UCSB To Be a Pioneer in Systems Biology
UC Santa Barbara is poised to become a world leader in the emerging field of systems biology as a result of an innovative philanthropic gift that will provide special opportunities for the campus to launch major new academic research initiatives.
The $2 million contribution from UCSB Chemical Engineering Professor Duncan Mellichamp and his wife, Suzanne, will fund a coordinated cluster of four endowed chairs, all devoted to a carefully selected programmatic area of rising importance, which will change over time.
This unique clustering of professorships, the first gift of its kind in UC history, will enable UCSB to jump-start new fields of scholarly inquiry and to strengthen existing cutting-edge research programs across disciplines through the recruitment of eminent scholars.
Noting that it is only with a strong faculty that a university can maintain and advance its position as a leader in the development and transfer of knowledge, UCSB Chancellor Henry T. Yang described the couple's gift as "magnificent."
"Professor Mellichamp already has given so much to UCSB through his teaching, research, and leadership, and providing such an extremely generous gift to carry out this vision is just extraordinary," said Yang. "The Duncan and Suzanne Mellichamp Academic Initiative Professorships will give UCSB essential, powerful tools to help define and develop research and learning at the forefront of discovery."
Endowed chairs are highly prized academic positions that enable a university to develop more fully a field of study by providing ongoing financial support for enhanced research and instruction.
"Suzanne and I are very pleased that systems biology has been chosen as the focus of the first academic initiative chairs, providing the incentives to attract four outstanding new faculty," said Duncan Mellichamp, a distinguished professor, campus leader, and founding member of the Chemical Engineering Department. "This exciting new program will augment UCSB's significant strengths in biological systems engineering and support a collaborative program with our distinguished biological sciences faculty."
The Mellichamp chairs will be awarded as a group to top faculty for a period of up to 15 years and then reallocated to a different area following a campuswide call for proposals. In doing so, the initiative will provide an opportunity for researchers across the disciplines to build a program to the point where it can attract significant ongoing resources normally identified with major centers of excellence.

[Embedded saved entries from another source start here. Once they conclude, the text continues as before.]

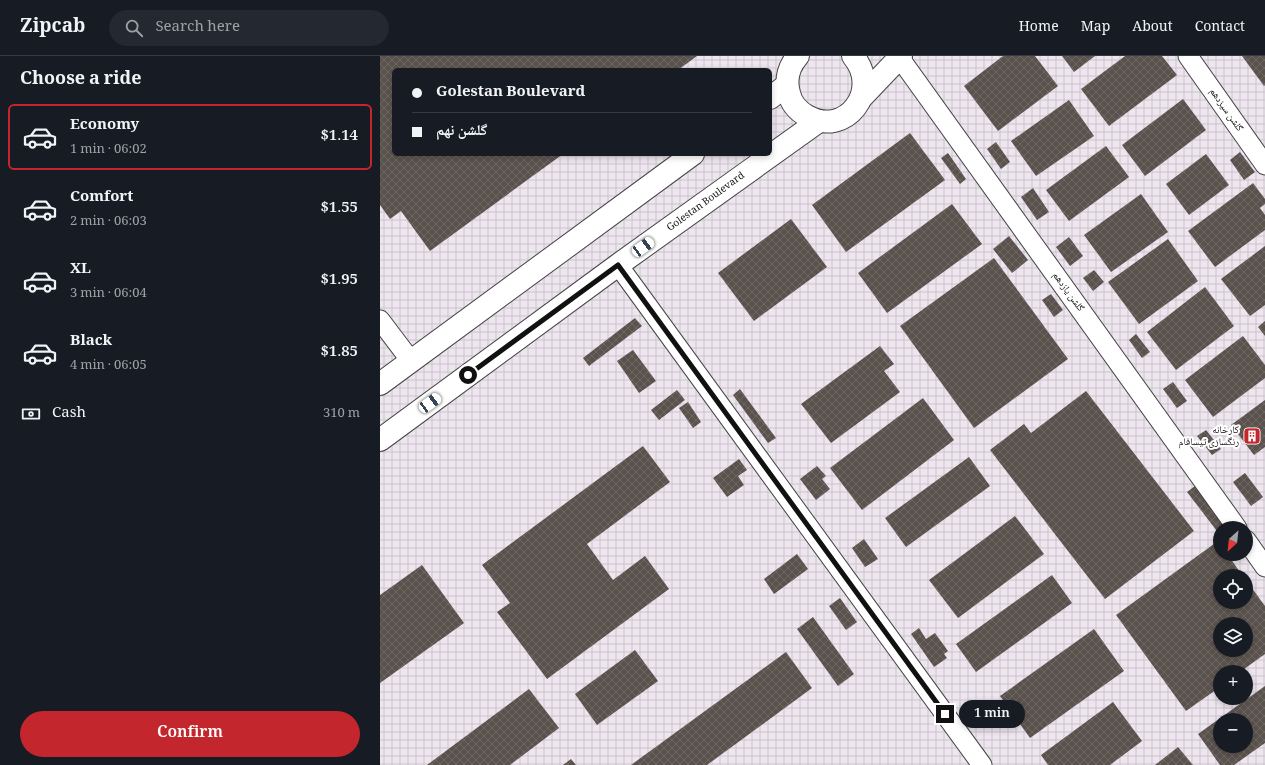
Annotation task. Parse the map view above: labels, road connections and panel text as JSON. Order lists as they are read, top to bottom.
{
  "streets": {
    "street": ["گلشن سیزدهم", "Golestan Boulevard", "گلشن یازدهم"]
  },
  "places": {
    "building": ["کارخانه رنگسازی تیسافام"]
  },
  "north": "bottom left",
  "page": {
    "header": "Zipcab",
    "search": "Search here",
    "nav": [
      "Home",
      "Map",
      "About",
      "Contact"
    ],
    "heading": "Choose a ride",
    "banner": ["Golestan Boulevard", "گلشن نهم"],
    "list": [
      {
        "name": "Economy",
        "note": "1 min · 06:02",
        "value": "$1.14"
      },
      {
        "name": "Comfort",
        "note": "2 min · 06:03",
        "value": "$1.55"
      },
      {
        "name": "XL",
        "note": "3 min · 06:04",
        "value": "$1.95"
      },
      {
        "name": "Black",
        "note": "4 min · 06:05",
        "value": "$1.85"
      }
    ],
    "pay": ["Cash", "310 m"],
    "map_buttons": ["+", "−"],
    "bubble": "1 min",
    "buttons": "Confirm"
  }
}
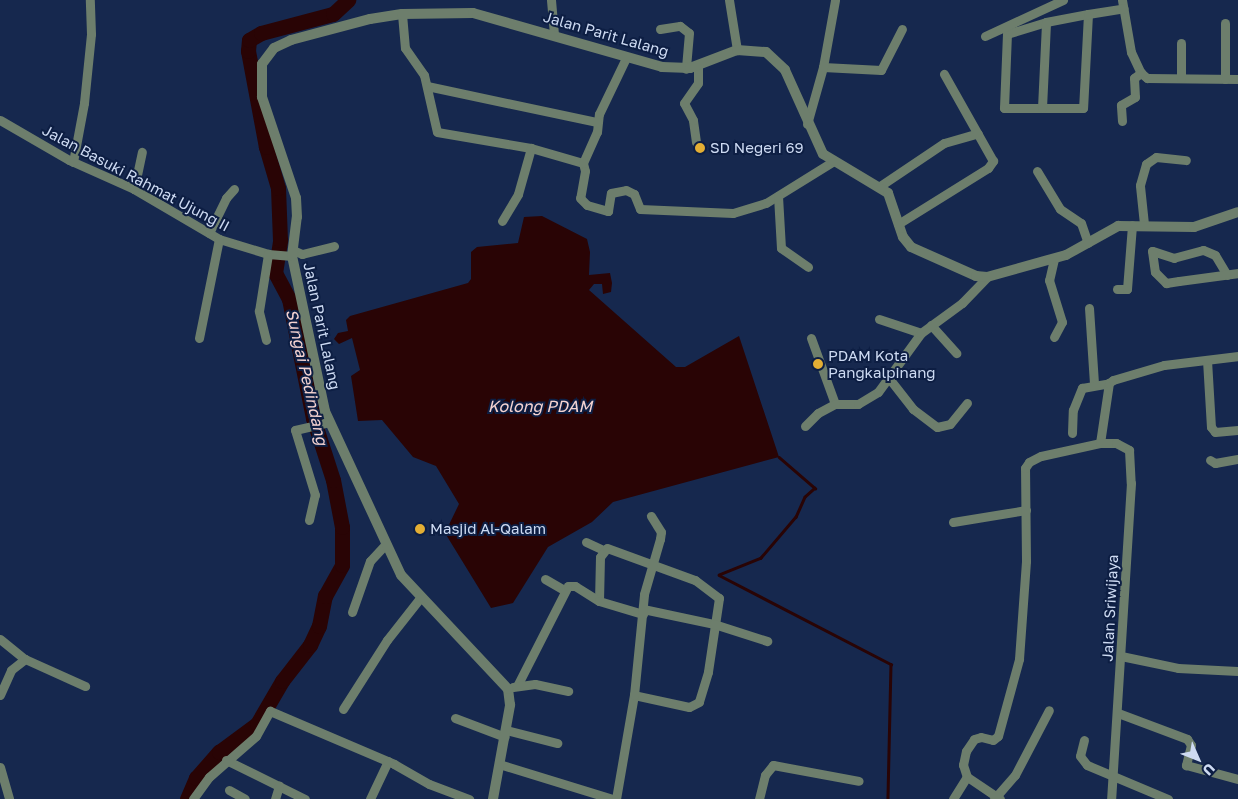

In keeping with the donors' wishes, selected areas must be viewed as a major campus priority, such as the establishment of a new program or school, a timely opportunity to move into a special area of research, a one-time infusion of positions into a critical area of existing excellence, or an opportunity to secure major long-term funding.
Melding Molecular Biology and Systems Engineering
Initially, the four Mellichamp professorships will be designated for pioneering research in systems biology centered in the College of Engineering. Chemical Engineering Professor Frank Doyle, III, holder the Duncan and Suzanne Mellichamp Chair in Process Control---established by the couple last year---will lead the new research effort.
Systems biology involves the synergistic application of experiment, theory, and modeling toward understanding biological processes as whole systems instead of isolated parts. This requires the collective efforts from multiple research areas, such as molecular biology, high-precision measurement, computer science, control theory, bioinformatics, and other scientific and engineering fields.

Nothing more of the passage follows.